Exclude all pictures from your copy of the data below, which should otherwise match exactly.

Data entries
▬▬▬▬▬▬
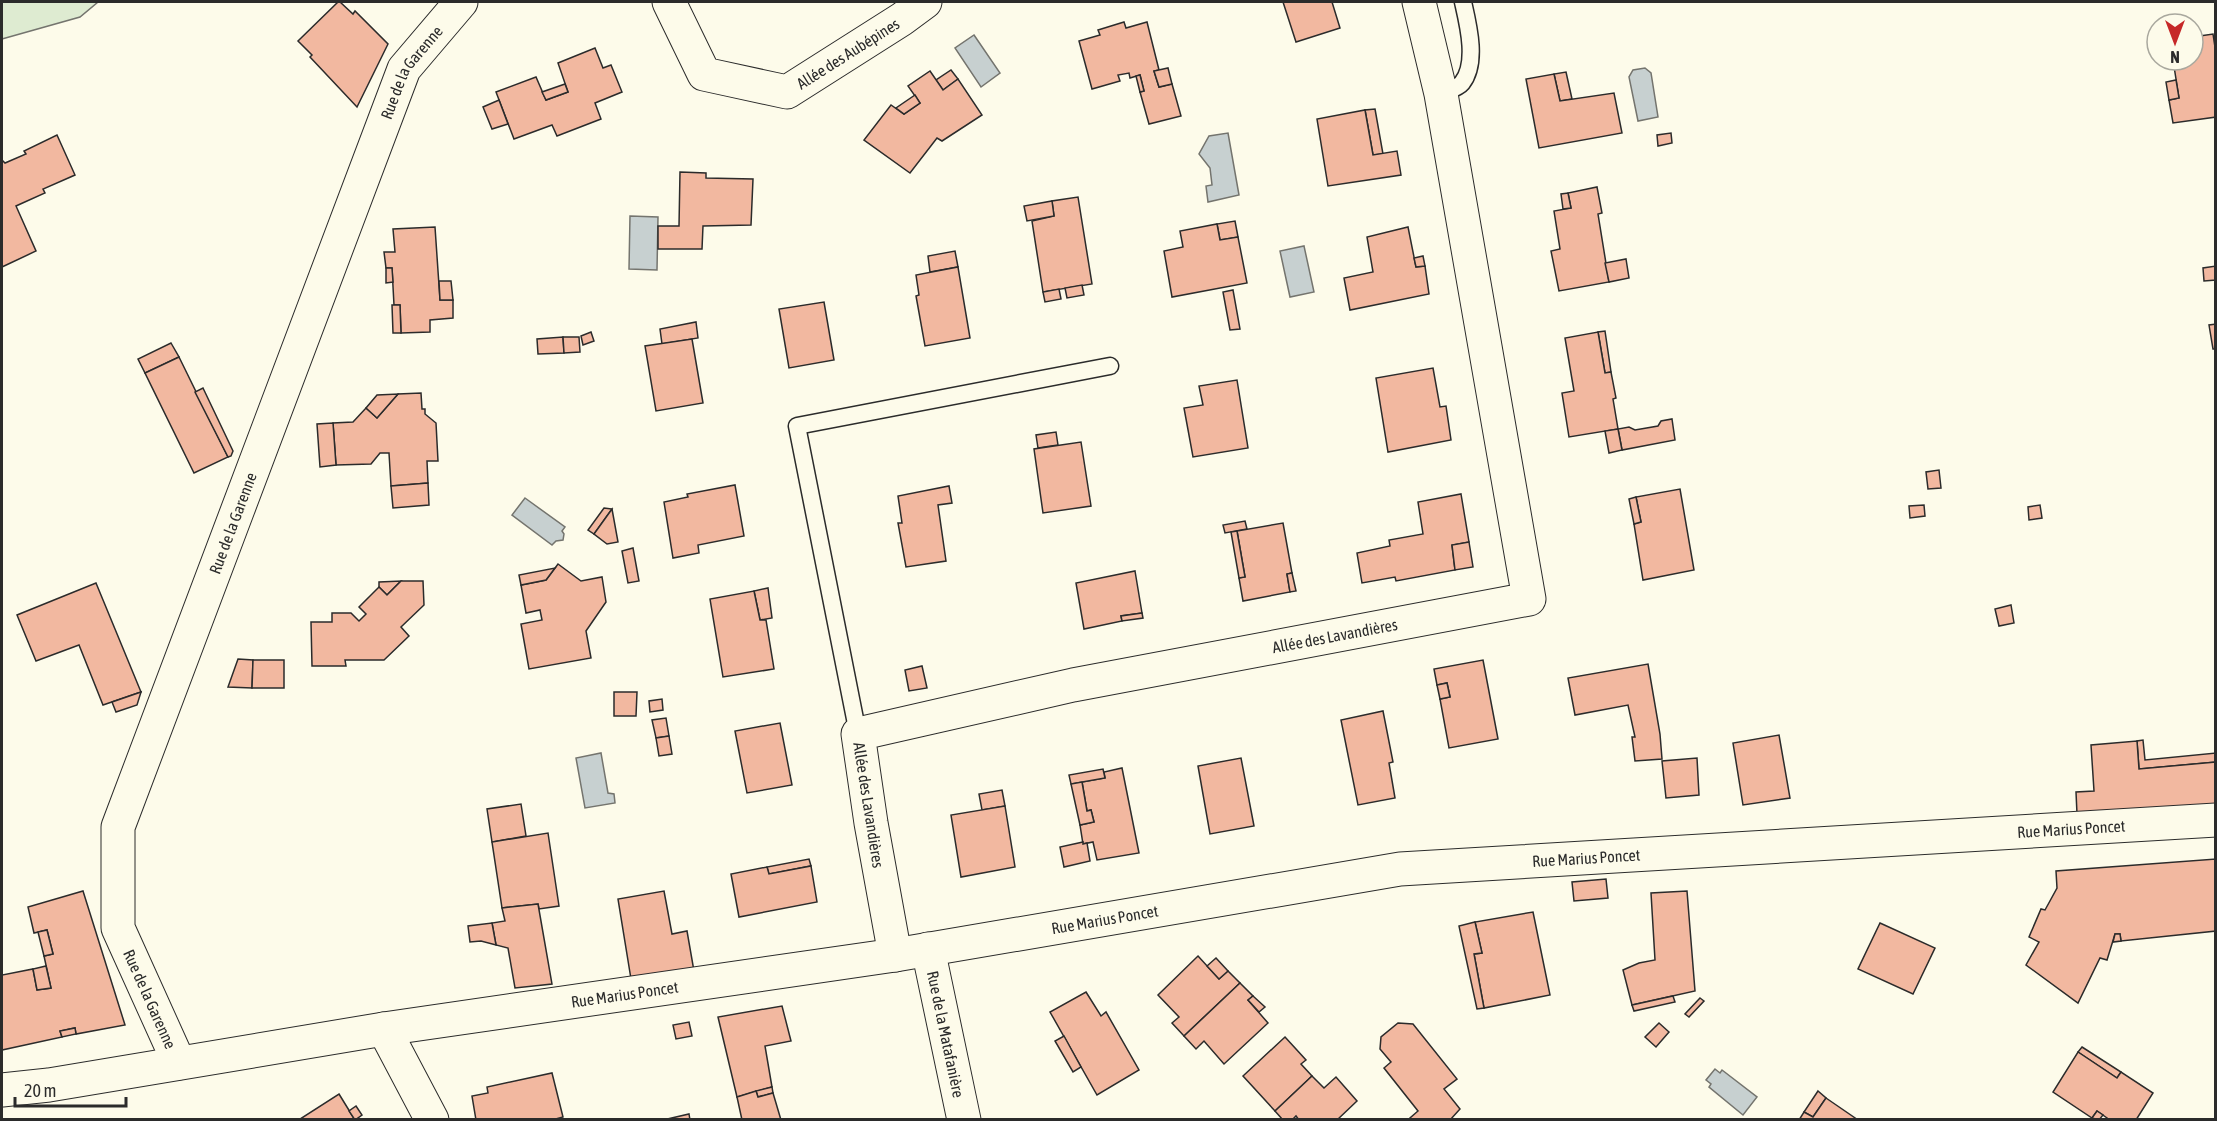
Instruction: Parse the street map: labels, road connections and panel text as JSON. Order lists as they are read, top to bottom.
{
  "streets": {
    "street": [
      "Allée des Aubépines",
      "Rue de la Garenne",
      "Allée des Lavandières",
      "Rue Marius Poncet",
      "Rue de la Matafanière"
    ]
  },
  "crossings": [
    ["Rue de la Garenne", "Rue Marius Poncet"],
    ["Allée des Lavandières", "Rue Marius Poncet"],
    ["Rue Marius Poncet", "Rue de la Matafanière"]
  ],
  "scale_bar": "20 m",
  "north": "bottom"
}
▬▬▬▬▬▬
• [Finished task]:
Instruction: Parse the street map: labels, road connections and panel text as JSON. Order lists as they are read, top to bottom.
{
  "streets": {
    "street": [
      "Allée des Aubépines",
      "Rue de la Garenne",
      "Allée des Lavandières",
      "Rue Marius Poncet",
      "Rue de la Matafanière"
    ]
  },
  "crossings": [
    ["Rue de la Garenne", "Rue Marius Poncet"],
    ["Allée des Lavandières", "Rue Marius Poncet"],
    ["Rue Marius Poncet", "Rue de la Matafanière"]
  ],
  "scale_bar": "20 m",
  "north": "bottom"
}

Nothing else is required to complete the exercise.